Task description ▸ Only the count is wanted here: how many lines of the entries hold the string "university"?

Given records ▸
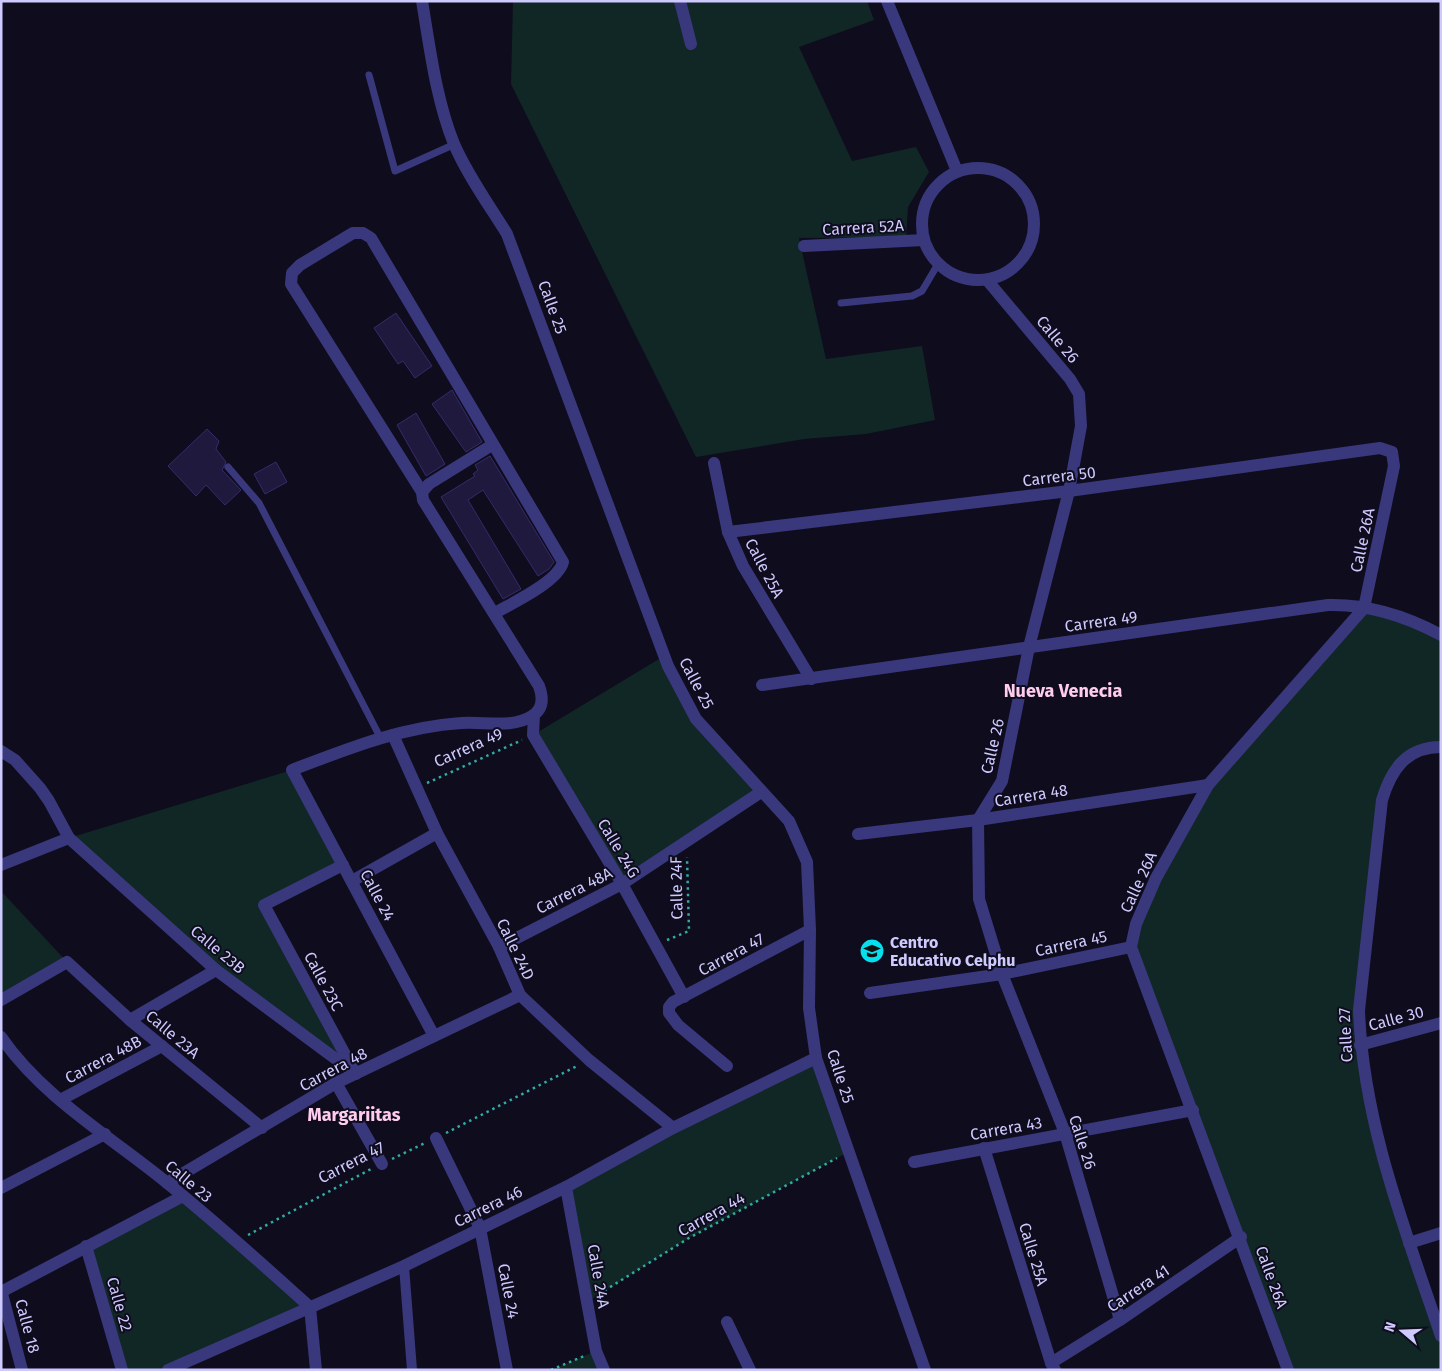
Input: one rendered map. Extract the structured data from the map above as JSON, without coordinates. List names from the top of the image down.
{
  "streets": {
    "street": [
      "Carrera 52A",
      "Calle 25",
      "Calle 26",
      "Carrera 50",
      "Calle 26A",
      "Calle 25A",
      "Carrera 49",
      "Carrera 48",
      "Calle 24G",
      "Carrera 48A",
      "Calle 24",
      "Carrera 45",
      "Calle 23B",
      "Calle 24D",
      "Carrera 47",
      "Calle 23C",
      "Calle 30",
      "Calle 23A",
      "Calle 27",
      "Carrera 48B",
      "Carrera 43",
      "Calle 23",
      "Carrera 46",
      "Calle 24A",
      "Carrera 41",
      "Calle 22",
      "Calle 18"
    ],
    "path": ["Calle 24F", "Carrera 44"]
  },
  "crossings": [
    ["Carrera 52A", "Calle 26"],
    ["Calle 25", "Carrera 48A"],
    ["Calle 25", "Carrera 47"],
    ["Calle 25", "Carrera 46"],
    ["Calle 25", "Carrera 44"],
    ["Calle 26", "Carrera 50"],
    ["Calle 26", "Carrera 49"],
    ["Calle 26", "Carrera 48"],
    ["Calle 26", "Carrera 45"],
    ["Calle 26", "Carrera 43"],
    ["Calle 26", "Carrera 41"],
    ["Carrera 50", "Calle 26A"],
    ["Carrera 50", "Calle 25A"],
    ["Calle 26A", "Carrera 49"],
    ["Calle 26A", "Carrera 48"],
    ["Calle 26A", "Carrera 45"],
    ["Calle 26A", "Carrera 43"],
    ["Calle 26A", "Carrera 41"],
    ["Calle 25A", "Carrera 49"],
    ["Calle 25A", "Carrera 43"],
    ["Calle 25A", "Carrera 41"],
    ["Carrera 49", "Calle 24G"],
    ["Carrera 49", "Calle 24D"],
    ["Carrera 48", "Calle 24"],
    ["Carrera 48", "Calle 23B"],
    ["Carrera 48", "Calle 24D"],
    ["Carrera 48", "Calle 23C"],
    ["Carrera 48", "Calle 23A"],
    ["Carrera 48", "Calle 23"],
    ["Calle 24G", "Calle 24F"],
    ["Calle 24G", "Carrera 48A"],
    ["Calle 24G", "Carrera 47"],
    ["Calle 24F", "Carrera 48A"],
    ["Carrera 48A", "Calle 24D"],
    ["Calle 24", "Carrera 47"],
    ["Calle 24", "Calle 23C"],
    ["Calle 24", "Carrera 46"],
    ["Calle 23B", "Calle 23C"],
    ["Calle 24D", "Carrera 47"],
    ["Calle 24D", "Carrera 46"],
    ["Carrera 47", "Calle 23"],
    ["Calle 30", "Calle 27"],
    ["Calle 23A", "Carrera 48B"],
    ["Carrera 48B", "Calle 23"],
    ["Calle 23", "Carrera 46"],
    ["Carrera 46", "Calle 24A"],
    ["Carrera 44", "Calle 24A"]
  ],
  "districts": ["Nueva Venecia", "Margariitas"],
  "places": {
    "school or university": ["Centro Educativo Celphu"]
  },
  "north": "left"
}
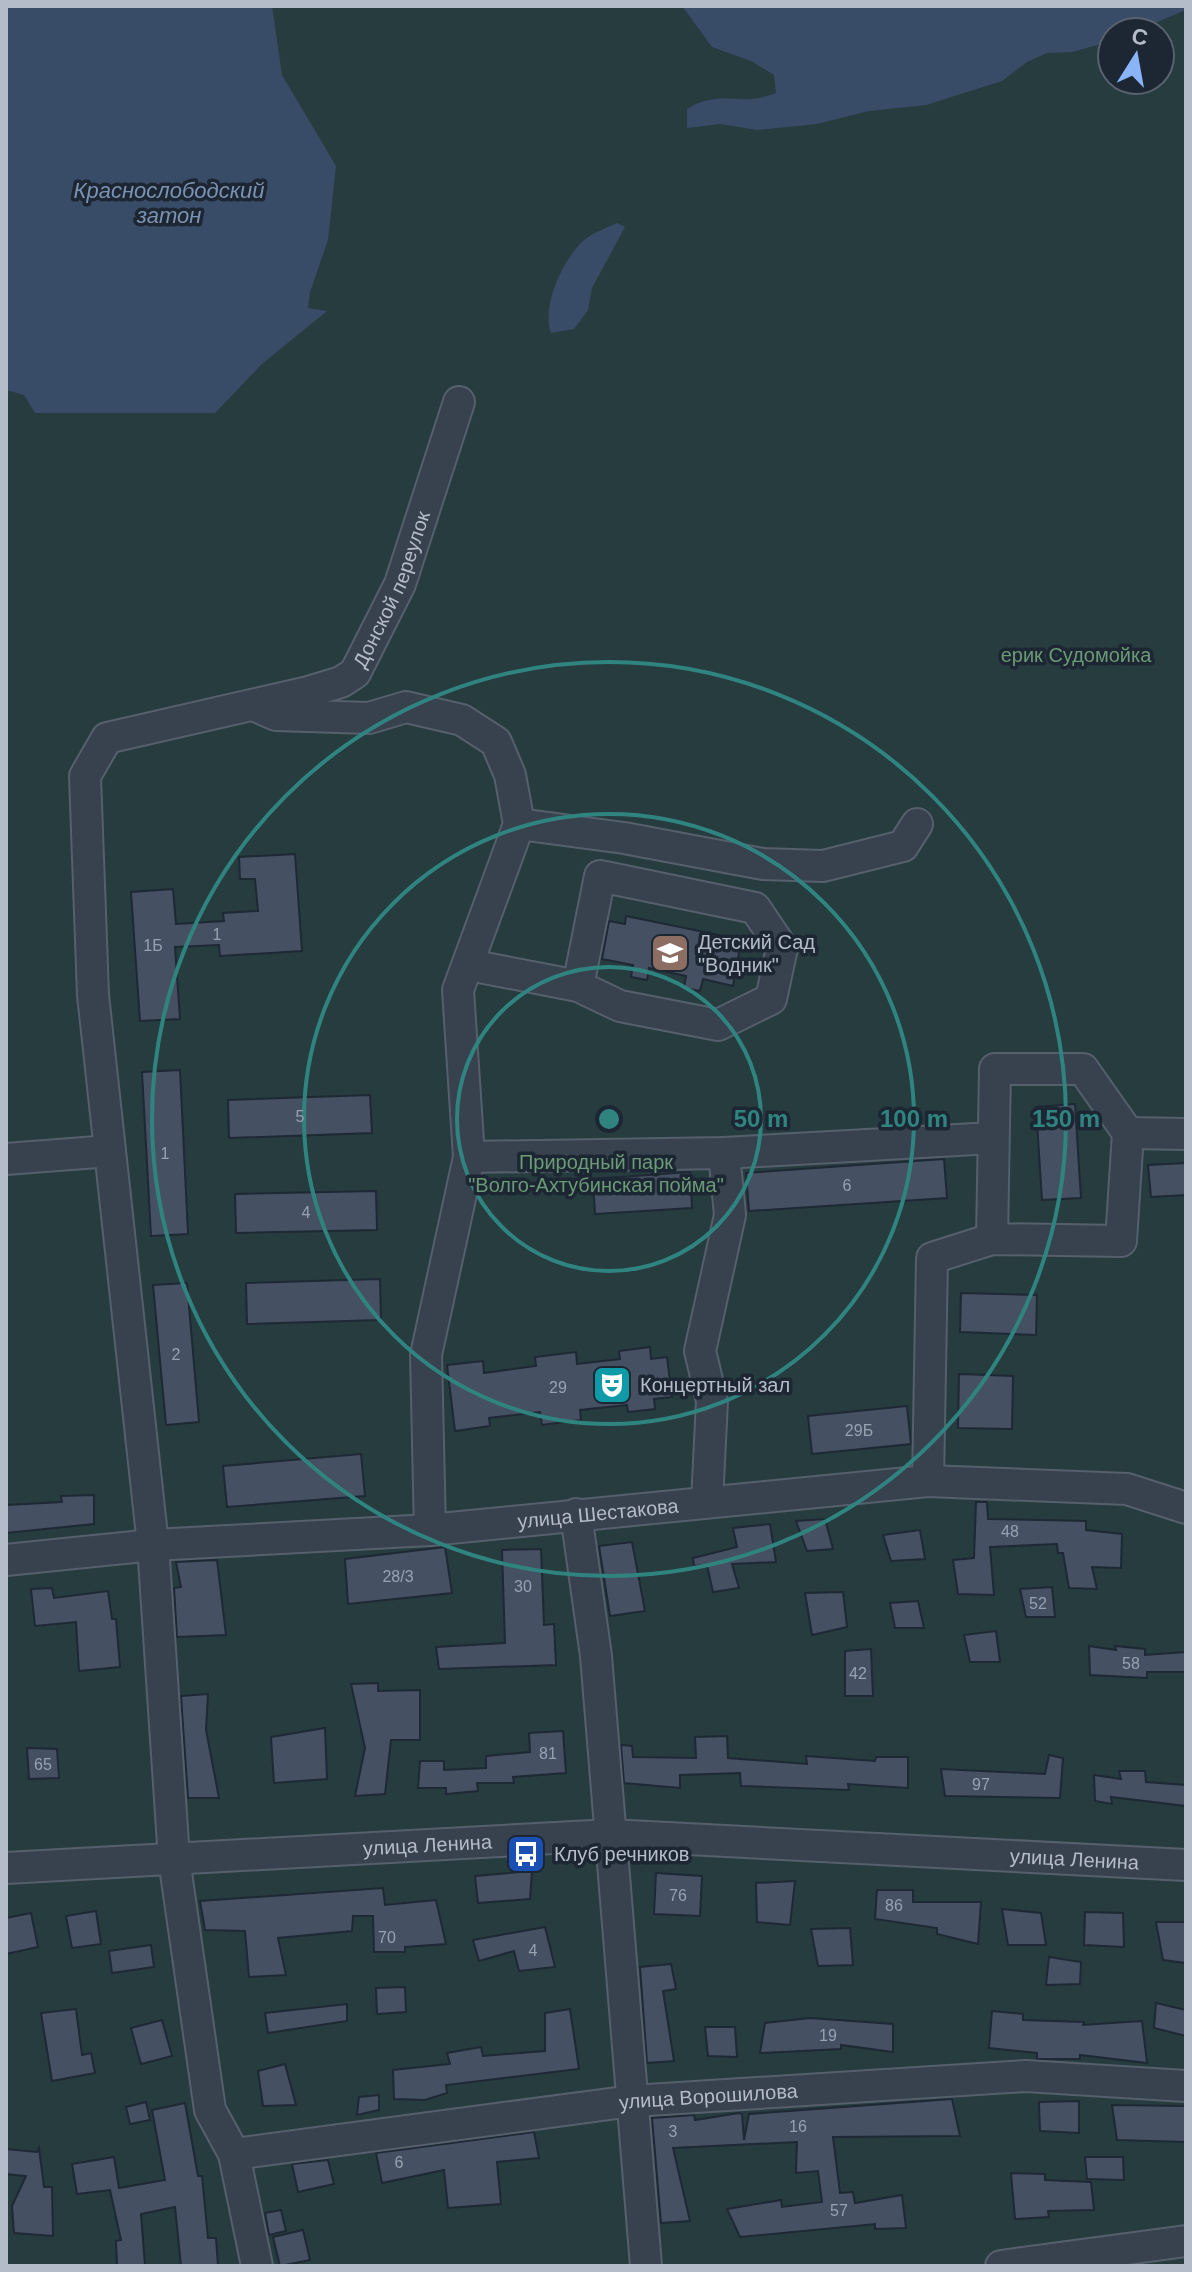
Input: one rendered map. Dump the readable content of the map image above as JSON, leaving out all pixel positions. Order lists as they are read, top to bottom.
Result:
{
  "streets": {
    "street": [
      "Донской переулок",
      "улица Шестакова",
      "улица Ленина",
      "улица Ворошилова"
    ]
  },
  "water": ["Краснослободский затон"],
  "parks": ["ерик Судомойка", "Природный парк \"Волго-Ахтубинская пойма\""],
  "places": {
    "school or university": ["Детский Сад \"Водник\""],
    "theatre": ["Концертный зал"],
    "bus stop": ["Клуб речников"]
  },
  "house_numbers": [
    "1",
    "1Б",
    "5",
    "1",
    "6",
    "4",
    "2",
    "29",
    "29Б",
    "48",
    "28/3",
    "30",
    "52",
    "58",
    "42",
    "81",
    "65",
    "97",
    "76",
    "86",
    "70",
    "4",
    "19",
    "16",
    "3",
    "6",
    "57"
  ],
  "north": "top",
  "rings": ["50 m", "100 m", "150 m"]
}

Task result ▸ 2